We analyzed a cohort of 121,197 adults in the 2005-2014 Canadian Community Health Surveys, linked to vital statistics data to ascertain deaths for up to 5 years following baseline. Information on household income quintile and mortality-relevant risk factors (smoking status, alcohol use, body mass index (BMI), and physical activity) was captured from the survey. Hazard ratios (HR) for combined income-risk factor groups were estimated using Cox proportional hazards models. Stratified Cox models were used to identify quintile-specific HR for each risk factor.
For each risk factor, HR of premature mortality was highest in the lowest-income, highest-risk group. Additionally, an income gradient was seen for premature mortality HR for every exposure level of each risk factor. In the stratified models, risk factor HRs did not vary meaningfully between income groups. All findings were consistent in the unadjusted and adjusted models.

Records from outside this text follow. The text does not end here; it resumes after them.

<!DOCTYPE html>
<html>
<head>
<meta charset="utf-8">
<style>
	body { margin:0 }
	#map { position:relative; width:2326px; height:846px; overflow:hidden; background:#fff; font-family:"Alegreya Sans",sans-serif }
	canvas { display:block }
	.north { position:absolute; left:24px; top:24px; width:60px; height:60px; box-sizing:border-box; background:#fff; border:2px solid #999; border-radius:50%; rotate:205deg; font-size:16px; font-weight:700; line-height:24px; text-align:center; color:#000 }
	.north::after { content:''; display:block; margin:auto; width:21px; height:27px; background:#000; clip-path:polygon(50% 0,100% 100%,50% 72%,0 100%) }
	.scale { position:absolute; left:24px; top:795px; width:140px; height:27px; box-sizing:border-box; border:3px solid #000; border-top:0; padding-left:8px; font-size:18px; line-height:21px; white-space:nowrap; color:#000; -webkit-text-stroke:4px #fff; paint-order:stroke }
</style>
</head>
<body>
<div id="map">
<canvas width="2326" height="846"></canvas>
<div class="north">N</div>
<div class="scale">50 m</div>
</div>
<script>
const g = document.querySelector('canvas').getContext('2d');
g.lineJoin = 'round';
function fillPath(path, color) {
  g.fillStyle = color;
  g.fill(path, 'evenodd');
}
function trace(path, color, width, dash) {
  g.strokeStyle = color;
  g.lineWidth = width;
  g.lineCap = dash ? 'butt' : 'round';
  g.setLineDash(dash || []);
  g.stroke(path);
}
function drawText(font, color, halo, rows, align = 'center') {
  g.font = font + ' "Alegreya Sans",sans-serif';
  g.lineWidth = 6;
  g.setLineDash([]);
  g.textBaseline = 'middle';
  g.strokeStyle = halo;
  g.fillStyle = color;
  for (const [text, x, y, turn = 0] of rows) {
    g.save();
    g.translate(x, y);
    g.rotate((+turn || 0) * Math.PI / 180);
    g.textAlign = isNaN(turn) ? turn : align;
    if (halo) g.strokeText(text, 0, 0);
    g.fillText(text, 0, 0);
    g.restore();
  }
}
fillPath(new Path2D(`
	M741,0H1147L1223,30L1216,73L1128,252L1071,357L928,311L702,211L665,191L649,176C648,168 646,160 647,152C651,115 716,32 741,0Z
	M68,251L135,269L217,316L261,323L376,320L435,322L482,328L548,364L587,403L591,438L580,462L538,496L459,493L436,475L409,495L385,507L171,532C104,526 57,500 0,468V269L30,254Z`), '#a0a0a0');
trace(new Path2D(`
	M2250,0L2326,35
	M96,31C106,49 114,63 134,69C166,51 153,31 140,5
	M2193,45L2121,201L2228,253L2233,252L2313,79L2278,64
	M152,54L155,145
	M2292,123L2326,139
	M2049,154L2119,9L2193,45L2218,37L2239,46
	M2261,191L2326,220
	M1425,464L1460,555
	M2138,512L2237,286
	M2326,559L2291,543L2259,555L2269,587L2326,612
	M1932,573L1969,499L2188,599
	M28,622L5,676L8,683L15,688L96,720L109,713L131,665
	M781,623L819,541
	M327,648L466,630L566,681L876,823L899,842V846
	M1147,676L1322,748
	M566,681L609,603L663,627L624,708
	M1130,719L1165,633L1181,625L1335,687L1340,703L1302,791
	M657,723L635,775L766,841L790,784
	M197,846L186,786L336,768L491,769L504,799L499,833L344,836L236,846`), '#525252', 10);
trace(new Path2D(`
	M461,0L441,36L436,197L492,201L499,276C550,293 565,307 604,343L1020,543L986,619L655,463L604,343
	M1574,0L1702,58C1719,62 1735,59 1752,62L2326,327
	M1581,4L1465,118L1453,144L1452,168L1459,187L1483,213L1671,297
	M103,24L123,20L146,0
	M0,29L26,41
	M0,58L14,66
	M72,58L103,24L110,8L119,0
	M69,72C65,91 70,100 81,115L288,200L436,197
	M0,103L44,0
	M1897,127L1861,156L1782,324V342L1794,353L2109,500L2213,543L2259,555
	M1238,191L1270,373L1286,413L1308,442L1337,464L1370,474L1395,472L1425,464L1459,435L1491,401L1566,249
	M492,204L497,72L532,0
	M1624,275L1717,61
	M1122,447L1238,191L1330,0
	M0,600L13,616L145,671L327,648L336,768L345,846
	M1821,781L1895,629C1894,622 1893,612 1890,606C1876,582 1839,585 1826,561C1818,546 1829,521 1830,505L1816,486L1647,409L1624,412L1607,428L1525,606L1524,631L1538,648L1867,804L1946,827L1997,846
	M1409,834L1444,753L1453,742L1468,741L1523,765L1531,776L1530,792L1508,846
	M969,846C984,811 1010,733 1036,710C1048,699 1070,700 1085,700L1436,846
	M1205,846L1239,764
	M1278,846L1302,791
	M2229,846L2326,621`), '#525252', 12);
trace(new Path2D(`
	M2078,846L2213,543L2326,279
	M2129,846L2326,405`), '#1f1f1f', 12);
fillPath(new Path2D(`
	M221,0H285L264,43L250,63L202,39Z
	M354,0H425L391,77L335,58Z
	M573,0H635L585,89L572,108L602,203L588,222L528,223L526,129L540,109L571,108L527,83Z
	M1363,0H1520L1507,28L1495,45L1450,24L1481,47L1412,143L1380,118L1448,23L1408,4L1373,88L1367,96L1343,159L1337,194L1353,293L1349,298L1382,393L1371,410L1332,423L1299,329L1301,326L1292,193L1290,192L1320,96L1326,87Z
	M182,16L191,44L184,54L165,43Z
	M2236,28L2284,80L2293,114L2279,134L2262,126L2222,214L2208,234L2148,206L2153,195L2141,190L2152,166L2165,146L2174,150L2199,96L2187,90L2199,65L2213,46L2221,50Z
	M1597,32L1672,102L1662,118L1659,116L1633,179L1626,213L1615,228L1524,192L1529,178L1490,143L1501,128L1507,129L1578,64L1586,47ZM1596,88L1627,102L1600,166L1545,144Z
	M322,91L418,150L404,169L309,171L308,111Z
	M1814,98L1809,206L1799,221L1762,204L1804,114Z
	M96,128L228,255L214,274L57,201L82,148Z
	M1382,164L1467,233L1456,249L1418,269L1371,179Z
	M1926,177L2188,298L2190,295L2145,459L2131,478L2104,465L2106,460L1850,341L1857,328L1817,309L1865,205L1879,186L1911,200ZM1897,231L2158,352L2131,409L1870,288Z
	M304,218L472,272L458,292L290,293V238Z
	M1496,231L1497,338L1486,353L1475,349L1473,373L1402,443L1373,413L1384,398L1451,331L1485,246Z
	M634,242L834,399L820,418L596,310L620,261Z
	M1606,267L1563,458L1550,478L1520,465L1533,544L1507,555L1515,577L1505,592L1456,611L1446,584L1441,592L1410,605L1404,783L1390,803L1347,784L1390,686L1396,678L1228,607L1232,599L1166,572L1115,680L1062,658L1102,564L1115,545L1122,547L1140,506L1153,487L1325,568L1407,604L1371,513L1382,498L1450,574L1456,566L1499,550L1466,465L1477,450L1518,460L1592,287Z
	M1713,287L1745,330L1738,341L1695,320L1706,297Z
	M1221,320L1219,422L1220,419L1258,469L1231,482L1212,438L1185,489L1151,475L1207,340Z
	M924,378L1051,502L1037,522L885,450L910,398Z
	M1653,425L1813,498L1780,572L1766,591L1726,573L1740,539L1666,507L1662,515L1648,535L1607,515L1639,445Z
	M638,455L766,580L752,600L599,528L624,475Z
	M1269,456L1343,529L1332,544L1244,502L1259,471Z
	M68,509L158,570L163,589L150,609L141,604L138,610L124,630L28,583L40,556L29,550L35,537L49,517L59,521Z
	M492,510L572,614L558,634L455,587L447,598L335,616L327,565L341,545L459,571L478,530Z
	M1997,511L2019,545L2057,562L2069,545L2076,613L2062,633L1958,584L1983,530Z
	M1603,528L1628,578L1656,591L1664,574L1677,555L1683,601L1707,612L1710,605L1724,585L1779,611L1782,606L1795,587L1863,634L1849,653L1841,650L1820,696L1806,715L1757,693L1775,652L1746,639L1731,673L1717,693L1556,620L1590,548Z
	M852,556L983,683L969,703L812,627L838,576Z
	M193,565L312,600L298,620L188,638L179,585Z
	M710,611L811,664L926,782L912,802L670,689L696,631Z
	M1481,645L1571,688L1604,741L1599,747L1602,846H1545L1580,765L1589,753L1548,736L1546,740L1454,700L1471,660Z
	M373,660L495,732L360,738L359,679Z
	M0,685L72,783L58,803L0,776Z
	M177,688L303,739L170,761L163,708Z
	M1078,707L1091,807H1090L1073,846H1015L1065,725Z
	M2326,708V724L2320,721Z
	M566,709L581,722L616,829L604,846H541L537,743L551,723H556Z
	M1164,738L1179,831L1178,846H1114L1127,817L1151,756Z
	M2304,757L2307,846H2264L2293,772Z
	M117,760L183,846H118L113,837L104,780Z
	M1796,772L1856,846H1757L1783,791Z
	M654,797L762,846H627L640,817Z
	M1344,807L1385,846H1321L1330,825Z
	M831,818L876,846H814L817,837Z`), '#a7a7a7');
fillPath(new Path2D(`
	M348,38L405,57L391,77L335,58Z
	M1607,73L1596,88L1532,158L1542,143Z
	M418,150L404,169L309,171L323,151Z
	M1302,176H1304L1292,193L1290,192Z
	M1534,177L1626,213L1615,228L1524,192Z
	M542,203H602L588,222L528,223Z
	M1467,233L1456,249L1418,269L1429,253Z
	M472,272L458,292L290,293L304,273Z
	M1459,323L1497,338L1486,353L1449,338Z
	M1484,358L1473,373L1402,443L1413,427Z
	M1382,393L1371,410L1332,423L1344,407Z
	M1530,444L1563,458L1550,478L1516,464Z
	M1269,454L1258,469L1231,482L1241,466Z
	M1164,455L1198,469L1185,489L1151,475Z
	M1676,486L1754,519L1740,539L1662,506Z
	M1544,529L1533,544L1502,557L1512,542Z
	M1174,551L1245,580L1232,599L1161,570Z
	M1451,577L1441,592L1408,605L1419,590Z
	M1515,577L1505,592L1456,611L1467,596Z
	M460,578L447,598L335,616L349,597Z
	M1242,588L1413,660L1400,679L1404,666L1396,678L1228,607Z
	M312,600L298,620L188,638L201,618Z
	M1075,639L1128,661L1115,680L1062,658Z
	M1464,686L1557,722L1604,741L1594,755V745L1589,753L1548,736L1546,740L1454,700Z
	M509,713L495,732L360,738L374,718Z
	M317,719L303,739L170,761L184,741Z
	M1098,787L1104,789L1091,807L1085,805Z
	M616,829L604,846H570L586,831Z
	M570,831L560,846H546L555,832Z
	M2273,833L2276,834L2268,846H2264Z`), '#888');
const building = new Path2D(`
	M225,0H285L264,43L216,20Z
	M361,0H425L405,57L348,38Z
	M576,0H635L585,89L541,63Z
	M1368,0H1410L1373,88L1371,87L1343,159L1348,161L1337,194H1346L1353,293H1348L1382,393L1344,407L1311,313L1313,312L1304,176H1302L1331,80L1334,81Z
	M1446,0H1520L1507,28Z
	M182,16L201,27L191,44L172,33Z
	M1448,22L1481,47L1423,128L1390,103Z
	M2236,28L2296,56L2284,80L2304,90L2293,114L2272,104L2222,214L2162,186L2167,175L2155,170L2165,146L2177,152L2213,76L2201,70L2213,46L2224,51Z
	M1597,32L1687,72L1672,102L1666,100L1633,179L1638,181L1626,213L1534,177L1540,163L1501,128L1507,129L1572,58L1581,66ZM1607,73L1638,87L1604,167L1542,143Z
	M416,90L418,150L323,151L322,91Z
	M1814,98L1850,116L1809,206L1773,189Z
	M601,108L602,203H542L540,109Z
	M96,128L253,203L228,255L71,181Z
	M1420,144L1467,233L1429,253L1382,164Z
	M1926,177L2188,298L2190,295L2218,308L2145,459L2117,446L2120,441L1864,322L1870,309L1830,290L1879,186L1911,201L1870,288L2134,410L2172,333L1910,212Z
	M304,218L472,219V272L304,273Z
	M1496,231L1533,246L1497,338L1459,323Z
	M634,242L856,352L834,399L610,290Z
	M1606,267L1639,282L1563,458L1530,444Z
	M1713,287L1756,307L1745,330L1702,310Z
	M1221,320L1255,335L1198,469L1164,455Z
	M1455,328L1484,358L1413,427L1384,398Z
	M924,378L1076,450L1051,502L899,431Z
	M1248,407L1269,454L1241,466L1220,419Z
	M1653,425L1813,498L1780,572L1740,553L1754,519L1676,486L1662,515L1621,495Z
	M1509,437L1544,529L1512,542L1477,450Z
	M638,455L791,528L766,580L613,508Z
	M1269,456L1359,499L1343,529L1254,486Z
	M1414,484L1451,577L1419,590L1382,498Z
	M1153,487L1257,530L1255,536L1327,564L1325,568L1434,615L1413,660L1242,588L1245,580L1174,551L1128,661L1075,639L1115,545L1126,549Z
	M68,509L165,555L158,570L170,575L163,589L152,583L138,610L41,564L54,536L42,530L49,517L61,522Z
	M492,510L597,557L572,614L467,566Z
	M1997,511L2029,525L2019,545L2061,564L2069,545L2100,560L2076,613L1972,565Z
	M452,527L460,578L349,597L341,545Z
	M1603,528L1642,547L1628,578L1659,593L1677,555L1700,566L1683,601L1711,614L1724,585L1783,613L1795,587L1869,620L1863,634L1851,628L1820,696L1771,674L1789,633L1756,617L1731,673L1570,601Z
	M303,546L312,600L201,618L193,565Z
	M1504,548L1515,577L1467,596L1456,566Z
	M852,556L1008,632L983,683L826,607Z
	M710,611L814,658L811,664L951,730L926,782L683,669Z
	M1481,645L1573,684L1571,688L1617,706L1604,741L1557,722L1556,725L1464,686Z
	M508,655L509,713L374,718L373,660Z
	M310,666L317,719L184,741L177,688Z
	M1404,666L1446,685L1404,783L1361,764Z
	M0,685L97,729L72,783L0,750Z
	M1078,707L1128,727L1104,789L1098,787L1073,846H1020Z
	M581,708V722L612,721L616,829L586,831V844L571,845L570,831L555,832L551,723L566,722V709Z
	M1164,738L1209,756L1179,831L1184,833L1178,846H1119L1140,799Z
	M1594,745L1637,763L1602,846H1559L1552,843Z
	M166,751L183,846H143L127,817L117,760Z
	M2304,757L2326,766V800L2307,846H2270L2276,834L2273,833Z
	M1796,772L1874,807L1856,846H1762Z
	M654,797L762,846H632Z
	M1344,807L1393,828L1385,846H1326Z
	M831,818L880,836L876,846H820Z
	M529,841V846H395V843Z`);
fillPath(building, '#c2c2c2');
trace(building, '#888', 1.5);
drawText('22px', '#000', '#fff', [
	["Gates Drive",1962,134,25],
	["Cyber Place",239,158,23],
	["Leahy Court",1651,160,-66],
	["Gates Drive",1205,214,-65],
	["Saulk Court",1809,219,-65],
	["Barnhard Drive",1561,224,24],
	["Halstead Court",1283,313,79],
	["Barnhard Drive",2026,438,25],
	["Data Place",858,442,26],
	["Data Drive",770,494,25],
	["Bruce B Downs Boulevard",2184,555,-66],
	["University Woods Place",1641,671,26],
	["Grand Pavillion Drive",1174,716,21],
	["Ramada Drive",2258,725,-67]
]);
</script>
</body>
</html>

These findings highlight the need for targeted strategies to reduce health inequities and more careful attention to how policies and interventions are distributed at the population level. This includes targeting and tailoring resources to those in lower income groups who disproportionately experience premature mortality risk to prevent further widening health inequities.
过早死亡是一个重要的人群健康指标。过早死亡率存在持续且不断扩大的收入不平等模式。我们试图了解健康行为和收入对一个大型人群队列中过早死亡的综合影响。
我们分析了2005 - 2014年加拿大社区健康调查中的121,197名成年人队列,并与人口动态统计数据相链接,以确定基线后长达5年的死亡情况。从调查中获取了家庭收入五分位数以及与死亡率相关的风险因素(吸烟状况、饮酒情况、体重指数(BMI)和身体活动)的信息。使用Cox比例风险模型估计收入 - 风险因素组合组的风险比(HR)。分层Cox模型用于确定每个风险因素的五分位数特定HR。
对于每个风险因素,过早死亡的HR在最低收入、最高风险组中最高。此外,对于每个风险因素的每个暴露水平,过早死亡HR都存在收入梯度。在分层模型中,风险因素HR在收入组之间没有显著差异。所有结果在未调整和调整模型中都是一致的。
这些发现凸显了制定针对性策略以减少健康不平等的必要性,以及更谨慎地关注政策和干预措施在人群层面的分配方式。这包括将资源针对性地提供给那些过早死亡风险过高的低收入群体,以防止健康不平等进一步扩大。